Further, the resolution score was calculated for the 134 tissue specific genes and 246 household genes among the selected 870 genes and appeared to be good marker which separate tissue-specific from housekeeping genes (Figure 8). For the tissue-specific genes the average resolution score is 3.5, whilst for the ubiquitiously genes - 4.4 (p = 0.007). The same results were obtained for the second patient - significant separation in cfDNA data. If we look at the sonicated genomic DNA, resolution score distributions for tissue specific and household genes do not differ significantly. This indicates, that the first area in Figure 7 is associated with the first peak in coverage function.

Figure 8
figure 8

Resolution score distributions for 134 tissue specific and 246 tissue non-specific genes. Resolution score is the ratio of the first peak on the coverage function to the subsequent minimum (with the low-pass filter applied).

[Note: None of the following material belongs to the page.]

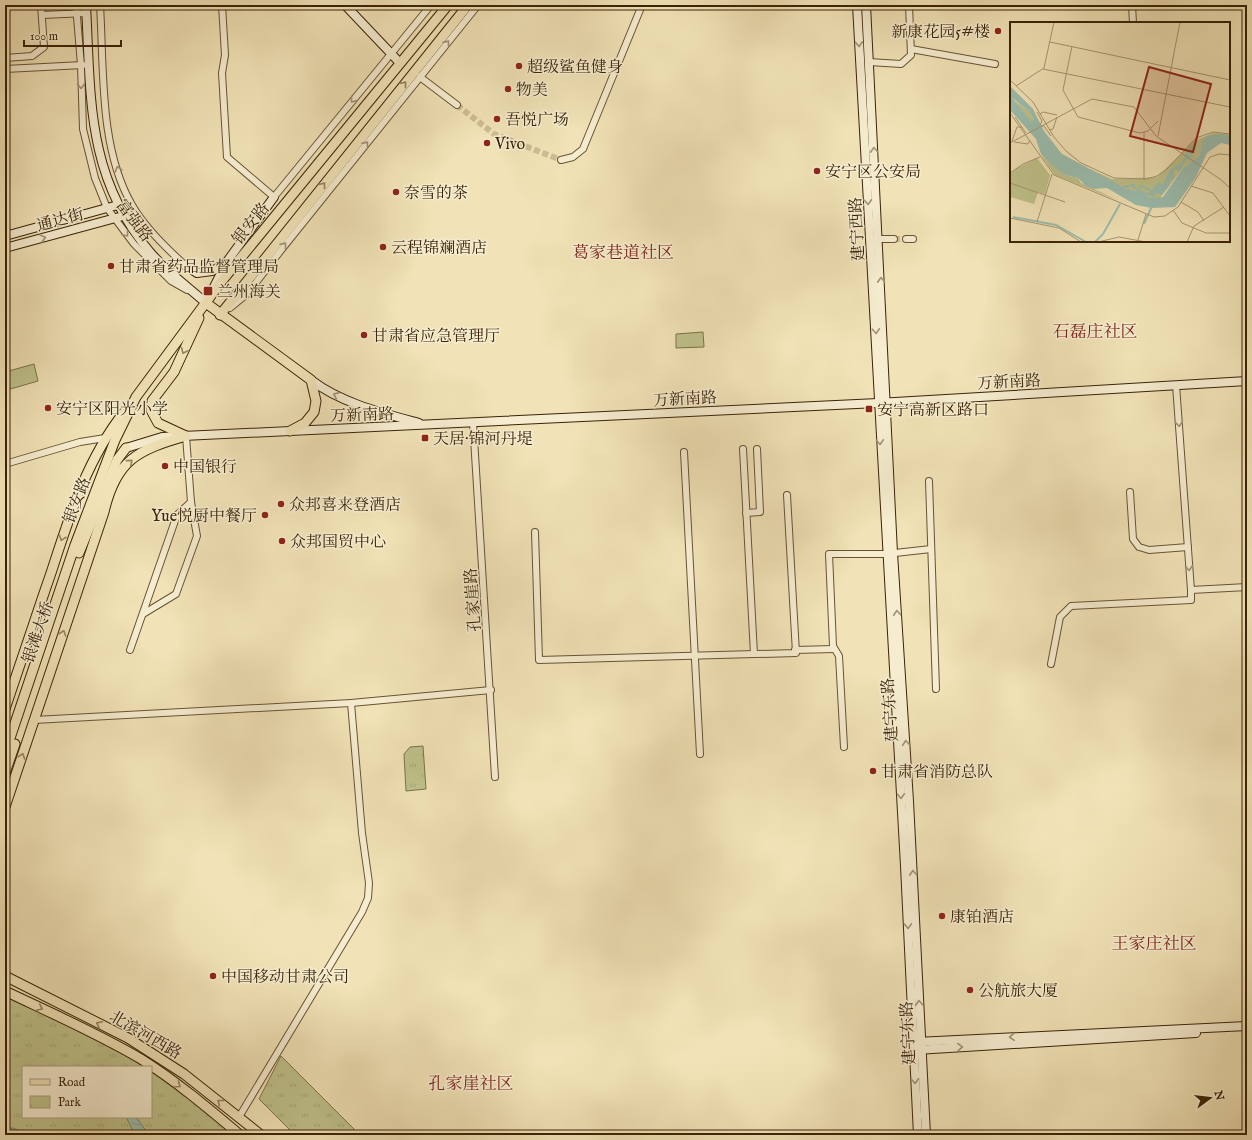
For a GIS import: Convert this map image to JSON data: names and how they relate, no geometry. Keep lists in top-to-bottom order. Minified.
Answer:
{"streets":{"main road":["通达街","富强路","银安路","建宁西路","万新南路","银滩大桥","建宁东路","北滨河西路"],"street":["孔家崖路"]},"crossings":[["通达街","富强路"],["富强路","银安路"],["银安路","万新南路"],["银安路","银滩大桥"],["建宁西路","万新南路"],["建宁西路","建宁东路"],["万新南路","孔家崖路"],["万新南路","建宁东路"]],"districts":["葛家巷道社区","石磊庄社区","王家庄社区","孔家崖社区"],"places":{"other":["新康花园5#楼","超级鲨鱼健身","物美","吾悦广场","Vivo","安宁区公安局","奈雪的茶","云程锦斓酒店","甘肃省药品监督管理局","甘肃省应急管理厅","安宁区阳光小学","中国银行","众邦喜来登酒店","Yue悦厨中餐厅","众邦国贸中心","甘肃省消防总队","康铂酒店","中国移动甘肃公司","公航旅大厦"],"transit":["兰州海关","安宁高新区路口","天居·锦河丹堤"]},"legend":["Road","Park"],"scale_bar":"100 m","north":"right"}
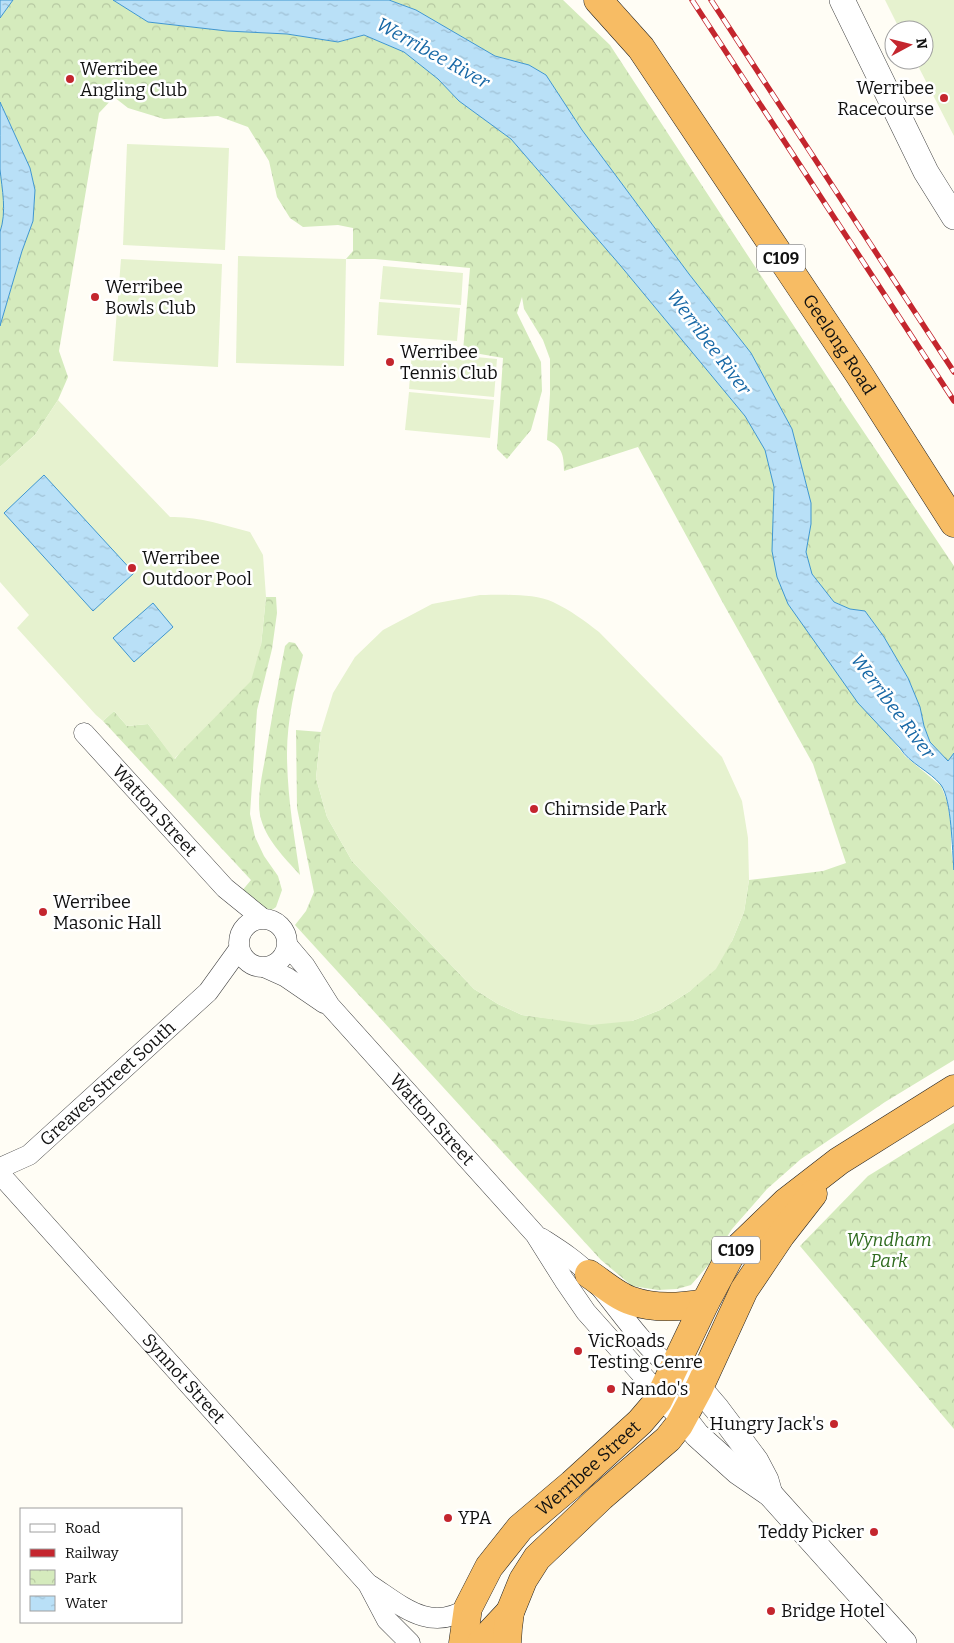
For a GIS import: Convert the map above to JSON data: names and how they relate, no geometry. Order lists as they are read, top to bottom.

Though the model of tissue-specific and household genes as silenced and actively transcribed ones may be rough, statistically significant separation of these two set of genes based on resolution score in cfDNA (whilst no significant result for genomic DNA) indicates that nucleosome fragmentation pattern is associated with gene regulation and measuring the resolution, primary designed to reflect the features of nucleosome fragmentation, we can make judgements about the gene expression status. This makes the cfDNA fragmentation pattern a promising source of biomarkers and further studies should examine the hallmarks of gene expression regulation in cfDNA fragmentation patterns.

Conclusion

cfDNA have been actively studied recently as a source of different types of diagnostice, predictive and prognostic biomarkers [2931]. Numerous previous studies have demonstrated signicant differences between normal and cancer cfDNA, including its length, integrity and concentrations [3235]. Unfortunately, these characteristics are not yet being exploited for biomarker mining. Cancer-specific mutations are being actively studied in cfDNA, though, unfortunately, the sensitivity of their detection in cfDNA is lower than that in tissue biopsy due to the lower concentration of cancer associated DNA [36, 37]. In this study, for the first time, the cfDNA nucleosome fragmentation patterns were analyzed and their potential as a source of novel diagnostic biomakers was demonstrated.

It seems that the cfDNA retains characteristics previously noted in genome-wide analysis of chromatin structure. In particular, the fragment size distribution and the read spacing are similar to that obeserved in MNase-seq assays. Moreover, convincing data indicating an association between particular fragmentation patterns of cfDNA and expression regulation, were collected. Interestingly, in a study of the spacing of dinucleosome fragments, two cfDNA fragment histograms were observed. This feature of cfDNA may be of high interest due to its potential value in various diagnostic applications. It seems that cfDNA patterning reflects a general picture of gene expression. Hence, mapping and mining cfDNA fragment ends may aid in the development of novel biomarkers reflecting pathological changes in chromatin marks. The association of fragment copy number with the expression levels in respective locus may aid in detection of various pathologies, including the presence of different types of neoplasms. It is important to note that measuring the copy number of short nucleotide fragments could be, if necessary, performed by qRT-PCR rather than by more expensive sequencing. It is important to note that measuring the copy number of short nucleotide fragments could be, if necessary, performed by qPCR rather than by more expensive NGS.

Moreover, reproducable waving pattern of cfDNA as well as nuclear DNA with high amplitude drops may be used to fine tune the primer positions to achieve higher amplification yields in PCR detection of point mutations in formalin fixed or otherwise degraded samples.

Conflict of interest

The authors declare that they have no conflict of interest.